O movimento refletiu um processo de desalavancagem que teve início nos metais preciosos ao final da semana passada e, em pouco tempo, se propagou para outras classes de ativos.
Nesse contexto, ouro e prata recuaram dos níveis historicamente elevados em que estavam, enquanto petróleo e cobre também registraram quedas expressivas, reforçando a leitura de um ajuste sincronizado de preços.

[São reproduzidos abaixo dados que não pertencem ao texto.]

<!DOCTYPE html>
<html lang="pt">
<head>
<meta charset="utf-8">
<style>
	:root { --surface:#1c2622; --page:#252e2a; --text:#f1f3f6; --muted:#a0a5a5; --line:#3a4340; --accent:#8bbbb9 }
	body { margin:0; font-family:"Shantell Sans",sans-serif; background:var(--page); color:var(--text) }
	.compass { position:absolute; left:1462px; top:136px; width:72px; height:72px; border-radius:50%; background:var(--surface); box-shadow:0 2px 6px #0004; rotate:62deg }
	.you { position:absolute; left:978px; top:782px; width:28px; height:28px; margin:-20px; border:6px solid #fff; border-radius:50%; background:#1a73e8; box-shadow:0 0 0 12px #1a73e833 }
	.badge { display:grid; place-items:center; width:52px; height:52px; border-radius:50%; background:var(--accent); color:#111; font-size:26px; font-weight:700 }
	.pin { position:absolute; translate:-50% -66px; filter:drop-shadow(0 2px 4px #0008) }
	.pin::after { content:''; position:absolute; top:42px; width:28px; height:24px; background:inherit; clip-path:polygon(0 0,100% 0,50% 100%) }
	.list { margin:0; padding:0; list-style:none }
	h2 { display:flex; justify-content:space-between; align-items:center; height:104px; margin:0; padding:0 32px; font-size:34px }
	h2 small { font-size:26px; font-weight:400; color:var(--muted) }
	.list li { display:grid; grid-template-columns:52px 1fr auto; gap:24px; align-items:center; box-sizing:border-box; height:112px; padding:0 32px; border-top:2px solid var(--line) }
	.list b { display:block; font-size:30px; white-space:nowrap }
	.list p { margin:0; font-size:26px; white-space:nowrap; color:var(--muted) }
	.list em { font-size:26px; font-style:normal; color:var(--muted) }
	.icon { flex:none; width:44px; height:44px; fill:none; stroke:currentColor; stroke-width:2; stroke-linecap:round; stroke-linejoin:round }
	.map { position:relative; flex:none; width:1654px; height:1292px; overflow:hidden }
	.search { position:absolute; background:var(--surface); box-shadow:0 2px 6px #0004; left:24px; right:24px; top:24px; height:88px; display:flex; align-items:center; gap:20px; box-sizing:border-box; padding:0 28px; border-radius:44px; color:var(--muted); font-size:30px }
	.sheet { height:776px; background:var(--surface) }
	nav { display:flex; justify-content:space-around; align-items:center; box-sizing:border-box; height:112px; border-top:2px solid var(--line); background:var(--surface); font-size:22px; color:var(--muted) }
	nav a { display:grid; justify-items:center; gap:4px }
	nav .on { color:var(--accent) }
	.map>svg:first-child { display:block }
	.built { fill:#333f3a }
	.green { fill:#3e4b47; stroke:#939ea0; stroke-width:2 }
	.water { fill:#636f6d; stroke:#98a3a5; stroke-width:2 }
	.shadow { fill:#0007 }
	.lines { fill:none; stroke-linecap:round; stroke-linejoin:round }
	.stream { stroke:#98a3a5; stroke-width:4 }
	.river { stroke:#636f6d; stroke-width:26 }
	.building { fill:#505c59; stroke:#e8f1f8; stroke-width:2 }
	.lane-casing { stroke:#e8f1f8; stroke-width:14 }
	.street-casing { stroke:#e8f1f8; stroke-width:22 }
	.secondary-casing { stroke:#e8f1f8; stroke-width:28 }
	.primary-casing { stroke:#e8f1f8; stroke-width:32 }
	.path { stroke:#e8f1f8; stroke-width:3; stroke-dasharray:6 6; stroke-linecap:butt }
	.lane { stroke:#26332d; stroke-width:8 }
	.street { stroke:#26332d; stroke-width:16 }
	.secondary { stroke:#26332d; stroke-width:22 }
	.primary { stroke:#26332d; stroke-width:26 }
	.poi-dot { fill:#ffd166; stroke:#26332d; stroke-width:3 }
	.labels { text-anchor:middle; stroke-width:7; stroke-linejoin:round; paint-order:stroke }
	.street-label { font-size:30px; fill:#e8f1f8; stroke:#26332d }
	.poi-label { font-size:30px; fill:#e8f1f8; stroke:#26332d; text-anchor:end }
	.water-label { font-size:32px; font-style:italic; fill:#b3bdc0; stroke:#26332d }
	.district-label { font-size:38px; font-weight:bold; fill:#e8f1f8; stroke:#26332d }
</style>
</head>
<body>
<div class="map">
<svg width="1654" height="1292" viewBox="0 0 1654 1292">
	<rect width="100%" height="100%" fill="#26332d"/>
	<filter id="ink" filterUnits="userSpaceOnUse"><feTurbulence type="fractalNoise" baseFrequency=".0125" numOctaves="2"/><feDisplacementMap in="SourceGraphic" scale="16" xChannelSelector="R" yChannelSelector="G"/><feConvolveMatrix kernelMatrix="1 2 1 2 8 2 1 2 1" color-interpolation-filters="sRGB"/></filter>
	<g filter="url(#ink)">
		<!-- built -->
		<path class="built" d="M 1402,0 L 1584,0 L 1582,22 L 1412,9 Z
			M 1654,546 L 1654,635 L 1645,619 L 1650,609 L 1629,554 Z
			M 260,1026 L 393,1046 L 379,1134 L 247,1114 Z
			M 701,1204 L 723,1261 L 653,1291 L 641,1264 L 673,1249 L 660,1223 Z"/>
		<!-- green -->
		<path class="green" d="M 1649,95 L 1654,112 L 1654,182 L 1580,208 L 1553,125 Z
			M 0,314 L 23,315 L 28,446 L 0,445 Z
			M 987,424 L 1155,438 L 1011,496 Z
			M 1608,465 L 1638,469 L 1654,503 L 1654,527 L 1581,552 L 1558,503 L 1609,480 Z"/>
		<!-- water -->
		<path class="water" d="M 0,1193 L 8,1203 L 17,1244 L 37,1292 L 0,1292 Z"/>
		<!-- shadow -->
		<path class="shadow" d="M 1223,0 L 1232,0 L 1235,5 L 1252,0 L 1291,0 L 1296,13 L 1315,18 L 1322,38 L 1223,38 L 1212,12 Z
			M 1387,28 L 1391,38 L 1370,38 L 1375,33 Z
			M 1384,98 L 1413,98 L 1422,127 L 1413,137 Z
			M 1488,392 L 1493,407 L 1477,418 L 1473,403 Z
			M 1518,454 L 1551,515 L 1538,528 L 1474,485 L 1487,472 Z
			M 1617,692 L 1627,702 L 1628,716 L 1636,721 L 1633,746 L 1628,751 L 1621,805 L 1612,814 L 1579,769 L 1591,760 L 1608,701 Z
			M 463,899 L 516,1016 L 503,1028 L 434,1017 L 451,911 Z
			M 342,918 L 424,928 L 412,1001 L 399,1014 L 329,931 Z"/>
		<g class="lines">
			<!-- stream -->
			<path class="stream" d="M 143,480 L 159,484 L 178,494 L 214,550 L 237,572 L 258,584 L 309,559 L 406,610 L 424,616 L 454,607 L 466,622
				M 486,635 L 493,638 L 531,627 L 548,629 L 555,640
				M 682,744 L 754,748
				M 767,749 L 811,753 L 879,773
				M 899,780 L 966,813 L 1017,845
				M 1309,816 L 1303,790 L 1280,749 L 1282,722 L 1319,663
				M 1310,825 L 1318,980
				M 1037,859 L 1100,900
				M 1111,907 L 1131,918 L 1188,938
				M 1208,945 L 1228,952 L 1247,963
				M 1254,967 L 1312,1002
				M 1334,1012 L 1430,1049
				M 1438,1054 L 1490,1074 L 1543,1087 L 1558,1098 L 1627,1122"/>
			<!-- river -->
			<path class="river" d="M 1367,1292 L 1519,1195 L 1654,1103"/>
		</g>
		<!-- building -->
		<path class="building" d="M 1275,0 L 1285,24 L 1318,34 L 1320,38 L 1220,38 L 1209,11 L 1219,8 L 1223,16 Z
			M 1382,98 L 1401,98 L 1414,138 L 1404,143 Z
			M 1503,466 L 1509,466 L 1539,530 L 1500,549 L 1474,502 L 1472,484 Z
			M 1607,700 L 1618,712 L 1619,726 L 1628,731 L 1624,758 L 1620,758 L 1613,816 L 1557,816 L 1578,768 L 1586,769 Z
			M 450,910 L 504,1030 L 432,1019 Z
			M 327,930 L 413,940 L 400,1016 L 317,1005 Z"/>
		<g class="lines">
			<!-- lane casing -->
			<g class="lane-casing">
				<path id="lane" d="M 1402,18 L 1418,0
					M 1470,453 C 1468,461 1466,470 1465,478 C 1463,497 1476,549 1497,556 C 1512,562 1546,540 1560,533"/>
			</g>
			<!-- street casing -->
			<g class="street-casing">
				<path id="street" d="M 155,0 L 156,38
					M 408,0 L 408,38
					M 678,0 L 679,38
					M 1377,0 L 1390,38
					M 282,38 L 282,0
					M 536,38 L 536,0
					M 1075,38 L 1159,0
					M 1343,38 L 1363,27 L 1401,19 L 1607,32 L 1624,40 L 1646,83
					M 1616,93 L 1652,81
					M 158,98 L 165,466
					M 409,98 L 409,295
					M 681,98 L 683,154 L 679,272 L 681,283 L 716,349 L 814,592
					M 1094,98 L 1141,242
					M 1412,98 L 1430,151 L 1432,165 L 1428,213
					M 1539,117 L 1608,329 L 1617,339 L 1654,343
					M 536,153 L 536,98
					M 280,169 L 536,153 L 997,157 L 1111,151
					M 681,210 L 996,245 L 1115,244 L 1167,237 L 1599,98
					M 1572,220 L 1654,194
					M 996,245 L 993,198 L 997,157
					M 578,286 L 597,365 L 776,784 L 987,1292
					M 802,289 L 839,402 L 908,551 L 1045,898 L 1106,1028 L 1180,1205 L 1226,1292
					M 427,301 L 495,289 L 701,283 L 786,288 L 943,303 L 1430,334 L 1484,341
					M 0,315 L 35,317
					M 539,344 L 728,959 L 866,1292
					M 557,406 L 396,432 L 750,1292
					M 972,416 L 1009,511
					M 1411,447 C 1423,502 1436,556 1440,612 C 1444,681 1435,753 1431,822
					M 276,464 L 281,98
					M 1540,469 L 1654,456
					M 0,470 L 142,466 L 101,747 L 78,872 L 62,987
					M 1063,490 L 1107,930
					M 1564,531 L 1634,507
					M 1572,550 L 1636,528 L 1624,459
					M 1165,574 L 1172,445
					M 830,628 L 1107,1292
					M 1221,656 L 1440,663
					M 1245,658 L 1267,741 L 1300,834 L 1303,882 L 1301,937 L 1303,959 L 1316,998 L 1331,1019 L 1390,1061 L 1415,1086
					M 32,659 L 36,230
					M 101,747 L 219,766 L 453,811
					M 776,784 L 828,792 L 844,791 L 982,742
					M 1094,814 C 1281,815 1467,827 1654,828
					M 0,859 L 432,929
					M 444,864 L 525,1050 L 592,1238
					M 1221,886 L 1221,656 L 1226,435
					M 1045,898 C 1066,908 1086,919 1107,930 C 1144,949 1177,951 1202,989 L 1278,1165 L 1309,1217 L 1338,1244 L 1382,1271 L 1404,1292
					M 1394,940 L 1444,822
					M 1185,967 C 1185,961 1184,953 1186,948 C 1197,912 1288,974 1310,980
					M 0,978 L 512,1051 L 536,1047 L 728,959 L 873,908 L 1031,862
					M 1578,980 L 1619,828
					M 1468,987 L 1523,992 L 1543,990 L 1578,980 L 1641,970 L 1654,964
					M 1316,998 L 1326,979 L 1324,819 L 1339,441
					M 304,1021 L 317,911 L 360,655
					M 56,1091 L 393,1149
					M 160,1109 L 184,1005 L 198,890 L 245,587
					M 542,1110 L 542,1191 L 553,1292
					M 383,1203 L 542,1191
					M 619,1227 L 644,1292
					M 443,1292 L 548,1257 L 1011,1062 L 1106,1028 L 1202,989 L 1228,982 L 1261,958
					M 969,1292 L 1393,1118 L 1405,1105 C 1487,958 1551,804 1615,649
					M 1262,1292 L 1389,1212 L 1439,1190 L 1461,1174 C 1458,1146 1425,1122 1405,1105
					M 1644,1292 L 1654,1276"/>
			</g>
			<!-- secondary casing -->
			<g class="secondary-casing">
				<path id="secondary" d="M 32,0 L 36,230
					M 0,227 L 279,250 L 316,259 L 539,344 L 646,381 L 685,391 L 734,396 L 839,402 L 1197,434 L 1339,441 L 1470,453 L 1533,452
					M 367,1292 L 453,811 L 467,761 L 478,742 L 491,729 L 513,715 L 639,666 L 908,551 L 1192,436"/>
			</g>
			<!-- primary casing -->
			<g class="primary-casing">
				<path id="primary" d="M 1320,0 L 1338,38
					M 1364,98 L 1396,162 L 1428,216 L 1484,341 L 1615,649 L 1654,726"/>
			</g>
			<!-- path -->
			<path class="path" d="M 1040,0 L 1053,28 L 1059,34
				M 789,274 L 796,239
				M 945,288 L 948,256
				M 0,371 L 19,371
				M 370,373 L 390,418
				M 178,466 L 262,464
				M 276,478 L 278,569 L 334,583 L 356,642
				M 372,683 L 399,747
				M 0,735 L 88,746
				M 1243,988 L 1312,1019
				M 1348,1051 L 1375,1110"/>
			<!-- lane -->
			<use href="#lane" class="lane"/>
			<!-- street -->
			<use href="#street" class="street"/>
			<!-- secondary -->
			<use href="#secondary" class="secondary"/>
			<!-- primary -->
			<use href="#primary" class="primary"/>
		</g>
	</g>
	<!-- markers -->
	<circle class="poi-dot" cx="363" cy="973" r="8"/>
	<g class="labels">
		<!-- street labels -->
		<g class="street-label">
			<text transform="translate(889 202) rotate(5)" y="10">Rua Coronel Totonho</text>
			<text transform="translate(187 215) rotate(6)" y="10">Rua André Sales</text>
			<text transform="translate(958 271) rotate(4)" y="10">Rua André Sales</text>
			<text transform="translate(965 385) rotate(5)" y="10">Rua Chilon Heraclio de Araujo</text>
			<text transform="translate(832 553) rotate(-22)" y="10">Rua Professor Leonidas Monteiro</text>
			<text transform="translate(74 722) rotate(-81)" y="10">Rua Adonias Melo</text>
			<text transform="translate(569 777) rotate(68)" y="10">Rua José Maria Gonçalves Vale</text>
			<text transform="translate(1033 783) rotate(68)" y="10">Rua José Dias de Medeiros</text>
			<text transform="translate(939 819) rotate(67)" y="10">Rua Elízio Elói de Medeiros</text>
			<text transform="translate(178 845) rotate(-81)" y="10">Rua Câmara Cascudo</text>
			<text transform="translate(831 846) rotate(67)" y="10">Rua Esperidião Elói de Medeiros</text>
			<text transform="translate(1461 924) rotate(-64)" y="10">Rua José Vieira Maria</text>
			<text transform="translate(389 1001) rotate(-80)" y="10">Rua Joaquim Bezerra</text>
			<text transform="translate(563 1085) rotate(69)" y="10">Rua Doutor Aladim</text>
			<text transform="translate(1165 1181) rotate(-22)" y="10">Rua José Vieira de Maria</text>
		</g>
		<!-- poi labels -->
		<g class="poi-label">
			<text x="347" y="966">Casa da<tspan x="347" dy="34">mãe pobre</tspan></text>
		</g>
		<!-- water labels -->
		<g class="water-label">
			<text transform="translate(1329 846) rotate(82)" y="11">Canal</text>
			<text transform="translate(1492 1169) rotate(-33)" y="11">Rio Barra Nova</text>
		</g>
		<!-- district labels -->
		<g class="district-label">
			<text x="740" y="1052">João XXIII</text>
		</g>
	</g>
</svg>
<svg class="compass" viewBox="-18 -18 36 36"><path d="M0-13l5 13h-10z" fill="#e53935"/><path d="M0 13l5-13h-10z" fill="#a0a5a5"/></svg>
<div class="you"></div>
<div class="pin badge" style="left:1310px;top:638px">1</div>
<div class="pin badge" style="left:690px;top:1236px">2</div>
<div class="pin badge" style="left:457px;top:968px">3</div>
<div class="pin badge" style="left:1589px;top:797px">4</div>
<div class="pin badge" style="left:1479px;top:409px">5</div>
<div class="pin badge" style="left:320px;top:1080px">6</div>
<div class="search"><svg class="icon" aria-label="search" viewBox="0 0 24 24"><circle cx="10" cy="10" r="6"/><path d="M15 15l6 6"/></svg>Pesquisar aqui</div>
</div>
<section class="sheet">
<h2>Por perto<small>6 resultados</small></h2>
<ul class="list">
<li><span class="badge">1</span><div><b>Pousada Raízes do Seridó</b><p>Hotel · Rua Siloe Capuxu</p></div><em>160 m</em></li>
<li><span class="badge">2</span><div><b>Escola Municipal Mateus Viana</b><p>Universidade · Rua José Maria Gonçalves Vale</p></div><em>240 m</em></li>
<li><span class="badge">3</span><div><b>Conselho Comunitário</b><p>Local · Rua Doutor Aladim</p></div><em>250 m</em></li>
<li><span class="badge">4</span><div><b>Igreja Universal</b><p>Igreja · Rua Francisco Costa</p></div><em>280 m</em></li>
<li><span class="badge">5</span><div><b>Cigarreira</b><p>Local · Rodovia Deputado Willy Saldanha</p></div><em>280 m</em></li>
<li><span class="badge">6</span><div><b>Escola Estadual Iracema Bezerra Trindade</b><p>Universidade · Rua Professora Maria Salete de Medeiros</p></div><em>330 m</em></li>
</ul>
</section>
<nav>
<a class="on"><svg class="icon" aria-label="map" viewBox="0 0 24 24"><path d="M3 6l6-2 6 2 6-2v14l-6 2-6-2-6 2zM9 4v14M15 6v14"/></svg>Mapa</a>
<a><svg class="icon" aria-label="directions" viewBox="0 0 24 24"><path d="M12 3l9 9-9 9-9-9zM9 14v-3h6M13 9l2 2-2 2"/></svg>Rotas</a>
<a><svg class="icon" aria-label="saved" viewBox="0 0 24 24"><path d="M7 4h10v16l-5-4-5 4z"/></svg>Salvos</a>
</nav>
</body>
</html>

Por alguns momentos, esse cenário chegou a desorganizar, ao menos no curto prazo, a lógica tradicional dos chamados ativos defensivos. Após um rali bastante intenso, especialmente nos metais preciosos, a dinâmica passou a ser dominada por excesso de fluxo e alavancagem — combinação que, como costuma ocorrer, resultou em uma correção rápida e contundente.
Em poucos pregões, observamos movimentos relevantes, amplificados pela realização de lucros, por uma leitura mais hawkish da política monetária, pelo fortalecimento do dólar e por vendas forçadas.
No fundo, o que se viu foi um processo clássico e relativamente natural de desalavancagem: vendas compulsórias elevam a volatilidade, apertam as condições financeiras, drenam liquidez e podem contaminar outras classes de ativos, aumentando o risco de uma onda mais ampla de aversão ao risco.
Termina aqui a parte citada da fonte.